What to do: All lines from the one that contains "Give me a JSON" through the final line of the entries must be repeated exactly. No other lines belong in the output.

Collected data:
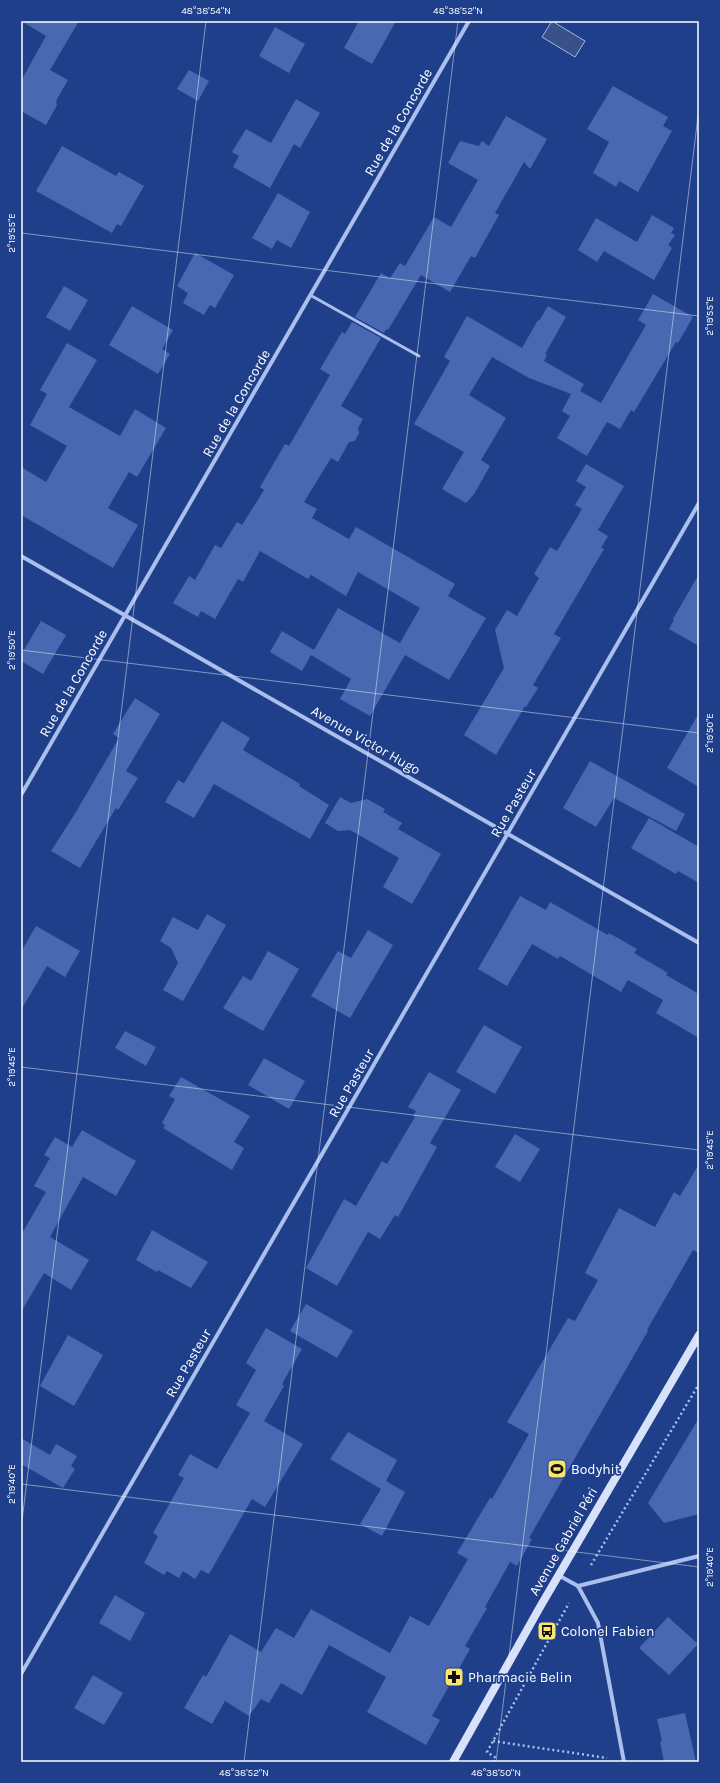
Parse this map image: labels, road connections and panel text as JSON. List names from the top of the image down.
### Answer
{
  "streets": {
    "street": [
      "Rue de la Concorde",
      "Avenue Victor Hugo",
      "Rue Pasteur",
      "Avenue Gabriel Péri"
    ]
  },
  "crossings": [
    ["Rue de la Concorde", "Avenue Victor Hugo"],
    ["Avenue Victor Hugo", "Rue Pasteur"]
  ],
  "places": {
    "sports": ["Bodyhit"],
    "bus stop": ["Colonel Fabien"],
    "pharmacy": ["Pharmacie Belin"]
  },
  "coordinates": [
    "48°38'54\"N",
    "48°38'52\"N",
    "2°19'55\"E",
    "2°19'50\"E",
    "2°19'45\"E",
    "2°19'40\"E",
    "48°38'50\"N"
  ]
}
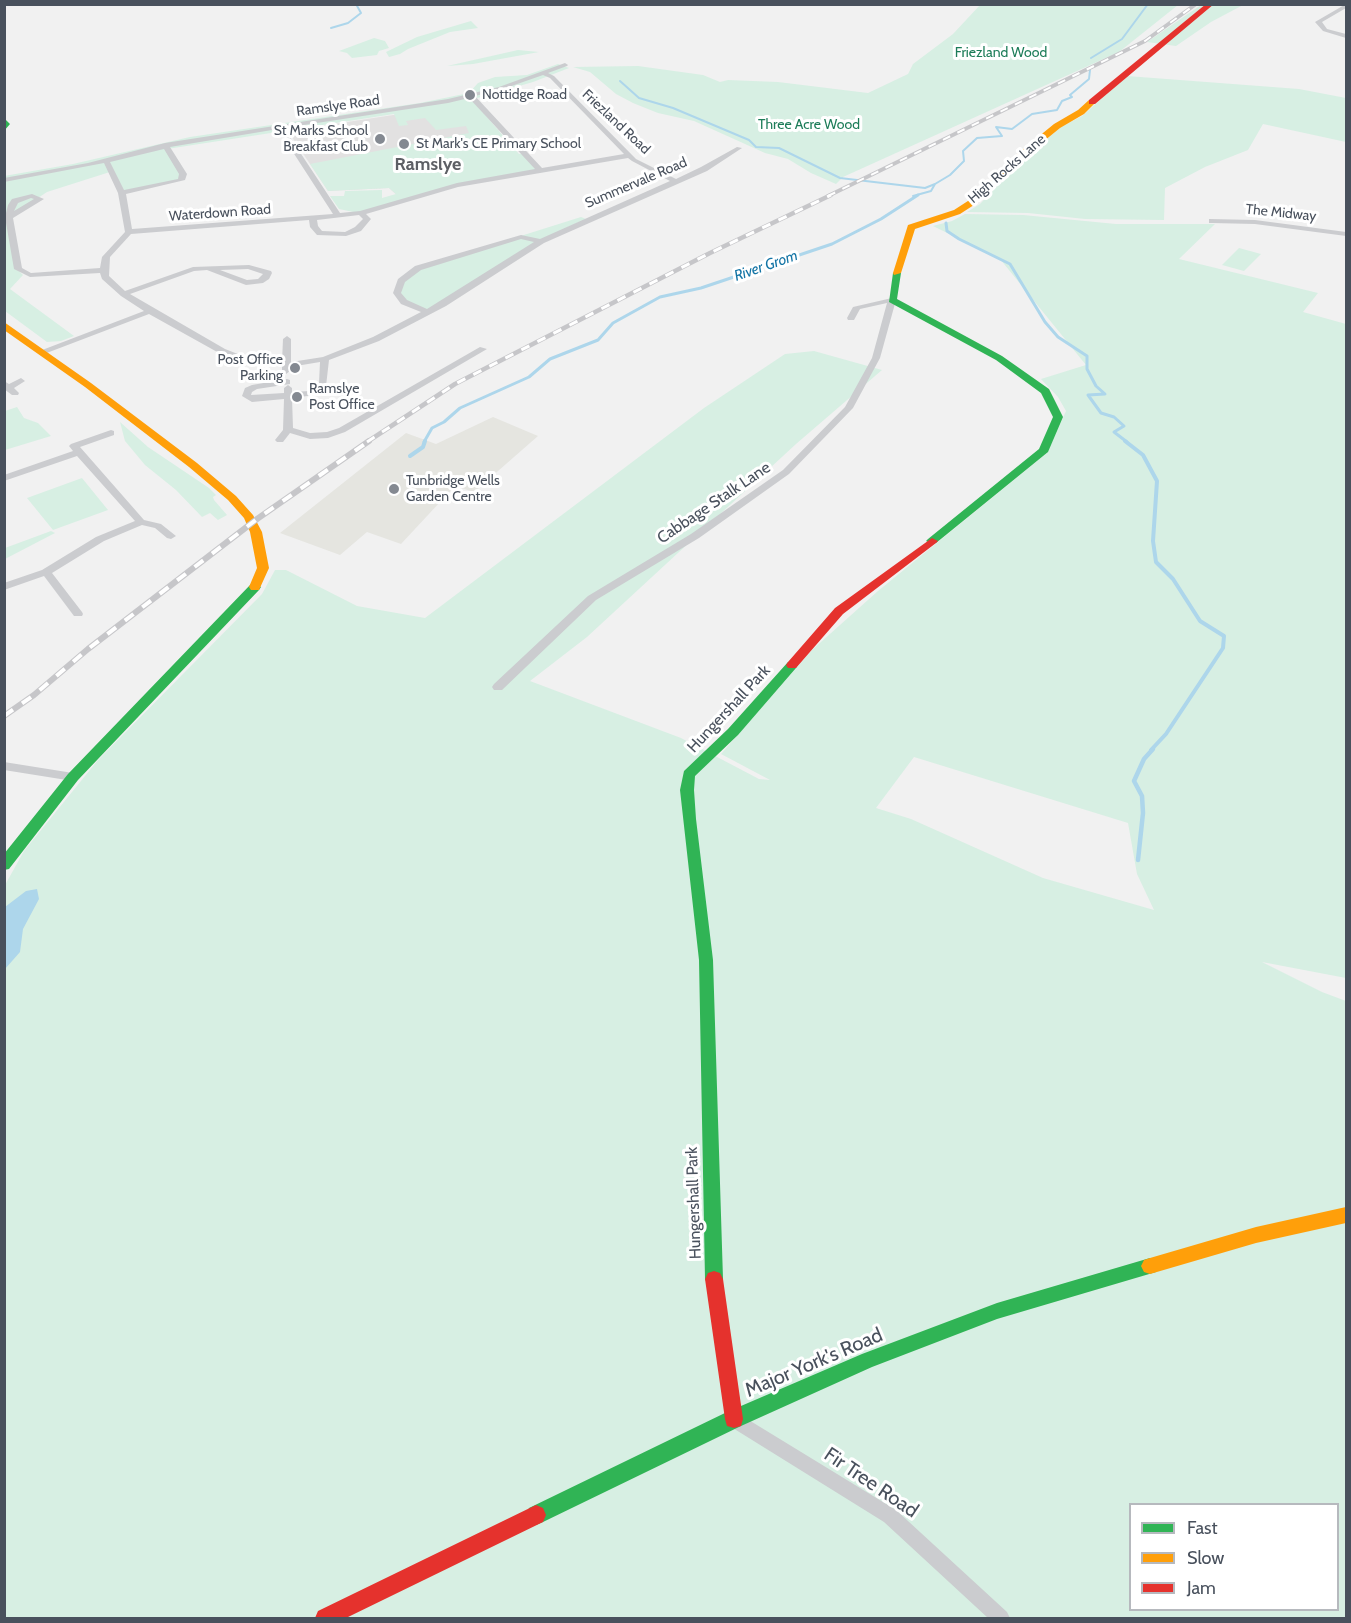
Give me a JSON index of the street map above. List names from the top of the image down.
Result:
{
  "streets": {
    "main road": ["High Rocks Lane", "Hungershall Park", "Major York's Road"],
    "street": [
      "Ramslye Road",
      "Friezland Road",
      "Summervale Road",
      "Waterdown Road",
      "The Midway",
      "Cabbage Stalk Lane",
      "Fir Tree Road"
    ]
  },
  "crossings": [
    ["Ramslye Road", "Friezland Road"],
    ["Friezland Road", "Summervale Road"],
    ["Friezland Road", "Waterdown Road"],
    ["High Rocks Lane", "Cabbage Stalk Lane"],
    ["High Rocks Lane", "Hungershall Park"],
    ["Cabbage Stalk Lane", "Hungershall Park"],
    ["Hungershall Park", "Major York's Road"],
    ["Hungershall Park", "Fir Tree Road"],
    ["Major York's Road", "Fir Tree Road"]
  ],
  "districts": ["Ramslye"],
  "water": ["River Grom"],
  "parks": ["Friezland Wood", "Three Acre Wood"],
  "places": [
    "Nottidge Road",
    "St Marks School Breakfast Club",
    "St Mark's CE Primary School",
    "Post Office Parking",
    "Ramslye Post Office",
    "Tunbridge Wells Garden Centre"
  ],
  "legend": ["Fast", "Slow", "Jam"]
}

Exercise output:
Give me a JSON index of the street map above. List names from the top of the image down.
Result:
{
  "streets": {
    "main road": ["High Rocks Lane", "Hungershall Park", "Major York's Road"],
    "street": [
      "Ramslye Road",
      "Friezland Road",
      "Summervale Road",
      "Waterdown Road",
      "The Midway",
      "Cabbage Stalk Lane",
      "Fir Tree Road"
    ]
  },
  "crossings": [
    ["Ramslye Road", "Friezland Road"],
    ["Friezland Road", "Summervale Road"],
    ["Friezland Road", "Waterdown Road"],
    ["High Rocks Lane", "Cabbage Stalk Lane"],
    ["High Rocks Lane", "Hungershall Park"],
    ["Cabbage Stalk Lane", "Hungershall Park"],
    ["Hungershall Park", "Major York's Road"],
    ["Hungershall Park", "Fir Tree Road"],
    ["Major York's Road", "Fir Tree Road"]
  ],
  "districts": ["Ramslye"],
  "water": ["River Grom"],
  "parks": ["Friezland Wood", "Three Acre Wood"],
  "places": [
    "Nottidge Road",
    "St Marks School Breakfast Club",
    "St Mark's CE Primary School",
    "Post Office Parking",
    "Ramslye Post Office",
    "Tunbridge Wells Garden Centre"
  ],
  "legend": ["Fast", "Slow", "Jam"]
}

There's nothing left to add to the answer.